How to complete this task
Working through the records below, count the lines that include "overflow". The reply is that number alone.

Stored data
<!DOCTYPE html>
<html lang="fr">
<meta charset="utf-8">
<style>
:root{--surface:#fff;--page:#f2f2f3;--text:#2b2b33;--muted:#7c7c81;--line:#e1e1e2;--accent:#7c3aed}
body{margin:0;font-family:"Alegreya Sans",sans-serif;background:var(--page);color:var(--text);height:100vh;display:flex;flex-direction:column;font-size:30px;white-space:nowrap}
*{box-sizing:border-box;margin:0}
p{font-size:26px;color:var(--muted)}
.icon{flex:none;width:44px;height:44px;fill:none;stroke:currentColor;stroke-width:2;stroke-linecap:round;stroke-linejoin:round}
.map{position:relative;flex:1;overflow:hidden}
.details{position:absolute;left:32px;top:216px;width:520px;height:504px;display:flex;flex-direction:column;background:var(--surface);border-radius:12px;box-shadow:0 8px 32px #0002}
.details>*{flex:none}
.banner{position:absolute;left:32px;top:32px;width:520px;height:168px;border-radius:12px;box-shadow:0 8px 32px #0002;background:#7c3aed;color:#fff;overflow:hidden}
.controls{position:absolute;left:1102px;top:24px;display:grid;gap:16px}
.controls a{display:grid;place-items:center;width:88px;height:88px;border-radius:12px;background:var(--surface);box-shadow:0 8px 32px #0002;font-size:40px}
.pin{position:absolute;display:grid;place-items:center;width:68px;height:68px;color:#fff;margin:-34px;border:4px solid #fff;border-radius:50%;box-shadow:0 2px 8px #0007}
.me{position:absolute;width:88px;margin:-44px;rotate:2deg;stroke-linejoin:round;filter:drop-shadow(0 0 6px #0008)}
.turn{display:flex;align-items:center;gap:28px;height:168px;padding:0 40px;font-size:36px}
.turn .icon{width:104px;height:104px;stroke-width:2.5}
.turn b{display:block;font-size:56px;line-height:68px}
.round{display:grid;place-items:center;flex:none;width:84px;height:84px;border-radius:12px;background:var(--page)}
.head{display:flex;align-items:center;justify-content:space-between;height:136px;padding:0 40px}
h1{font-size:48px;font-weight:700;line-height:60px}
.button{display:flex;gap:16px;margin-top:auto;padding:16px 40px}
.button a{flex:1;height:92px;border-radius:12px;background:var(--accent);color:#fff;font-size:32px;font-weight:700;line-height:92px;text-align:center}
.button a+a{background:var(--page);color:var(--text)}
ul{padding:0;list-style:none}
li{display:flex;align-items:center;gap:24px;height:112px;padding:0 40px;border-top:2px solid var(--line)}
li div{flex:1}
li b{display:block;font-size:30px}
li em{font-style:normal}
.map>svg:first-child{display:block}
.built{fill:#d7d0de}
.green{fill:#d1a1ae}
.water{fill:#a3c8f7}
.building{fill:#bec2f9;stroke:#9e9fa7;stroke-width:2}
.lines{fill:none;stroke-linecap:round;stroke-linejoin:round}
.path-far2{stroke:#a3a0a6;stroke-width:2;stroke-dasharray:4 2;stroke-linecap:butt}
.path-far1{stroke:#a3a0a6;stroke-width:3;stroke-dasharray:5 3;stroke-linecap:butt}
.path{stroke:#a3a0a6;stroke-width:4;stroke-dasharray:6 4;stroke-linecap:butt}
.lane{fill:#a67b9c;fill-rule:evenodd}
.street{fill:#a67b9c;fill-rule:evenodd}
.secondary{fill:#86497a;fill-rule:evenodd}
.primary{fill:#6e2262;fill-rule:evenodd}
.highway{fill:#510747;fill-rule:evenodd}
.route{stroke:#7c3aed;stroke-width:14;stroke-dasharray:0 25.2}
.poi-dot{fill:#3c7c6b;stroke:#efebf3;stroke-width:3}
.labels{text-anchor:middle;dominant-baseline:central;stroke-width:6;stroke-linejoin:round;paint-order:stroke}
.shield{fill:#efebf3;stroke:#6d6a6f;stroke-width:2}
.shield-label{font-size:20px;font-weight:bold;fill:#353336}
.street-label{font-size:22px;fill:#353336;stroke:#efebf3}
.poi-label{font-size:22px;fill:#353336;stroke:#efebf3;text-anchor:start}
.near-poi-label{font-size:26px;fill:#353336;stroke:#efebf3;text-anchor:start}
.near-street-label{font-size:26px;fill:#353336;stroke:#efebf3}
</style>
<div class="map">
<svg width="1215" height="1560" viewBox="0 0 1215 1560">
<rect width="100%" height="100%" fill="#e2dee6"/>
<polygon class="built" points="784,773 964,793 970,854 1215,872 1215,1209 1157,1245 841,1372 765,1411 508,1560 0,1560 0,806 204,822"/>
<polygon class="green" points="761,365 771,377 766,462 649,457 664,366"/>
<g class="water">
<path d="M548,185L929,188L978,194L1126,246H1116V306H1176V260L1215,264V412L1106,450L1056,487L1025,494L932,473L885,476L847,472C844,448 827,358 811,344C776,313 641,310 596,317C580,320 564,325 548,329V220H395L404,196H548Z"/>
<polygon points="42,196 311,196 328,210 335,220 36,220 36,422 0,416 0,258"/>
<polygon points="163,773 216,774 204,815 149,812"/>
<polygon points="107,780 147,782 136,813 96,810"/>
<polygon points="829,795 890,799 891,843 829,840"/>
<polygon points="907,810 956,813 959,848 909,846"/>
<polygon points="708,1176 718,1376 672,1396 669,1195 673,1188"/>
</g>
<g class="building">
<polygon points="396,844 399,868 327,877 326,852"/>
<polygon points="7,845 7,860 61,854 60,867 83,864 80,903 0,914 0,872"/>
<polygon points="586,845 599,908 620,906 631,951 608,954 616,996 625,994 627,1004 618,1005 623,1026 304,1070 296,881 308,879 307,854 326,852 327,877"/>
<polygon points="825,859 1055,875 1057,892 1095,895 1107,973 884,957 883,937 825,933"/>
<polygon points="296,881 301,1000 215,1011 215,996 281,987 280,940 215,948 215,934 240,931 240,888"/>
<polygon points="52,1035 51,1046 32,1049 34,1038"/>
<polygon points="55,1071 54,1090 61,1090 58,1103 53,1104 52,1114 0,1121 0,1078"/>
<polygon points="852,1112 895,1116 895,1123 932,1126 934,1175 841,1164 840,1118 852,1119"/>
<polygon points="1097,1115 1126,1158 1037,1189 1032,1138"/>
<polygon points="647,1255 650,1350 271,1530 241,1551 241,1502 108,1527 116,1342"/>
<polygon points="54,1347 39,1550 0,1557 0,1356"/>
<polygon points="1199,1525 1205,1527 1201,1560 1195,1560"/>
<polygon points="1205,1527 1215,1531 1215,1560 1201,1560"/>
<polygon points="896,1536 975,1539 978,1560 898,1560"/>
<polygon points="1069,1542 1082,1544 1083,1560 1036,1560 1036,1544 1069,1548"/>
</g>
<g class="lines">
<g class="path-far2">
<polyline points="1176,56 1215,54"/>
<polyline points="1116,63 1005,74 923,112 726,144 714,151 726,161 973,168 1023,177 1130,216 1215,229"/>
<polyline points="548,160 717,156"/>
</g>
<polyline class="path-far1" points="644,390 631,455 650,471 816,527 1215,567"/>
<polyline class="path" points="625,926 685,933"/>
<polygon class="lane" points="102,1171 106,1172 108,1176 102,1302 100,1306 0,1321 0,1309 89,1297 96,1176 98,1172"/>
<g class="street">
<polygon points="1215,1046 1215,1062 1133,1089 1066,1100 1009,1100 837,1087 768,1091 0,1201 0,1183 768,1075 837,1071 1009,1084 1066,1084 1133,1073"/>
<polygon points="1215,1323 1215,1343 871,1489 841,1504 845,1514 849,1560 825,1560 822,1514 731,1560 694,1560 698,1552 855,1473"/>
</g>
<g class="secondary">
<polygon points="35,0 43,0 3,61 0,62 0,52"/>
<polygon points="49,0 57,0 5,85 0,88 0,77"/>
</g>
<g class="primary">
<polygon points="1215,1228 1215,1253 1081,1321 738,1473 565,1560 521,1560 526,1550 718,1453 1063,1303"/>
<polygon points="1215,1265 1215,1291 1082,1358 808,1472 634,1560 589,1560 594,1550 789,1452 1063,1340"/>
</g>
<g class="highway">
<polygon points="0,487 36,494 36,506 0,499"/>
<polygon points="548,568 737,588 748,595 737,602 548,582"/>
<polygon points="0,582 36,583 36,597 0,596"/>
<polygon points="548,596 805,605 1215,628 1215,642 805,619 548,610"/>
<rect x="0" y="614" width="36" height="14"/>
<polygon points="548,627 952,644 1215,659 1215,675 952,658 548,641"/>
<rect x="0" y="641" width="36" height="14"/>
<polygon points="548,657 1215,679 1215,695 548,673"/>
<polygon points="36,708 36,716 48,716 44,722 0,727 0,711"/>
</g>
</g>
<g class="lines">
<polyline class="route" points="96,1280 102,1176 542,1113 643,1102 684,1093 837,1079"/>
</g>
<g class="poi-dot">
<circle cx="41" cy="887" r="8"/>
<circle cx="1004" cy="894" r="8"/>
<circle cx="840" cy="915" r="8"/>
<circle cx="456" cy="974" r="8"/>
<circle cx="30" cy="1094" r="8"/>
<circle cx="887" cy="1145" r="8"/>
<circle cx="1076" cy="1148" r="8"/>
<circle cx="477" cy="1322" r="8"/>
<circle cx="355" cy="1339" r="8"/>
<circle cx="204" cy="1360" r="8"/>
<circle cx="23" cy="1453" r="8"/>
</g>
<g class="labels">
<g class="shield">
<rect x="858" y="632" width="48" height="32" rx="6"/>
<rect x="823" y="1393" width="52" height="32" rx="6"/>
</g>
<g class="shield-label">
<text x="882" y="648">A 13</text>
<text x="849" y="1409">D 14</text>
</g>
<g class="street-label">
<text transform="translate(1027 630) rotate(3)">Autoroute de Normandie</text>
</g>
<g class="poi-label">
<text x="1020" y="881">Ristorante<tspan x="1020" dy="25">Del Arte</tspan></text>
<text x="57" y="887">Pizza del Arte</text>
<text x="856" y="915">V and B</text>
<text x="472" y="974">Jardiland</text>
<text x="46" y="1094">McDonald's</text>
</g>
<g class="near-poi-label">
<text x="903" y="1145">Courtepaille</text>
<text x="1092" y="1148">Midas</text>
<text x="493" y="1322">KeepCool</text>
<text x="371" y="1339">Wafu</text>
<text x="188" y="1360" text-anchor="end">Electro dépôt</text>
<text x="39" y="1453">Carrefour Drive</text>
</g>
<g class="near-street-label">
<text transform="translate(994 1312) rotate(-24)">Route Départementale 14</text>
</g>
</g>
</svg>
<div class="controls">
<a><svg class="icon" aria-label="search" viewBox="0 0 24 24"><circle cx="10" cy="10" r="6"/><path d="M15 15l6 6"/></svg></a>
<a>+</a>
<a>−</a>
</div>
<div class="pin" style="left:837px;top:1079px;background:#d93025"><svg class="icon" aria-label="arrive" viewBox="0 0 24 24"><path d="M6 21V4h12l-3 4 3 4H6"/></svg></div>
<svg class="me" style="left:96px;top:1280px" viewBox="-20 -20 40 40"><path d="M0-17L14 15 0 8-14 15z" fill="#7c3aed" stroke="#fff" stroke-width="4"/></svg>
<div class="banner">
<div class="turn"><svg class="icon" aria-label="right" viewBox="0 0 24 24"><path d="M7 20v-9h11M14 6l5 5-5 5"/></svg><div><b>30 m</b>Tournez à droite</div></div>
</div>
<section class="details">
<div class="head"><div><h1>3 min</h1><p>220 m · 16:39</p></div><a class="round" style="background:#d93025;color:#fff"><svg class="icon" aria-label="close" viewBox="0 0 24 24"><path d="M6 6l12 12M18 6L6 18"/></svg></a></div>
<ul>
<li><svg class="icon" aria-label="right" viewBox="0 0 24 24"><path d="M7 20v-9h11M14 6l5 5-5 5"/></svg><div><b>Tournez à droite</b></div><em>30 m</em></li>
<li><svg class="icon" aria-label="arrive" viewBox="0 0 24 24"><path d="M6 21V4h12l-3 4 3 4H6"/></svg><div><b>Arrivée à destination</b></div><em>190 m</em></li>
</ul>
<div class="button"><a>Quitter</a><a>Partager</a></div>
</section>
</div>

Task result
2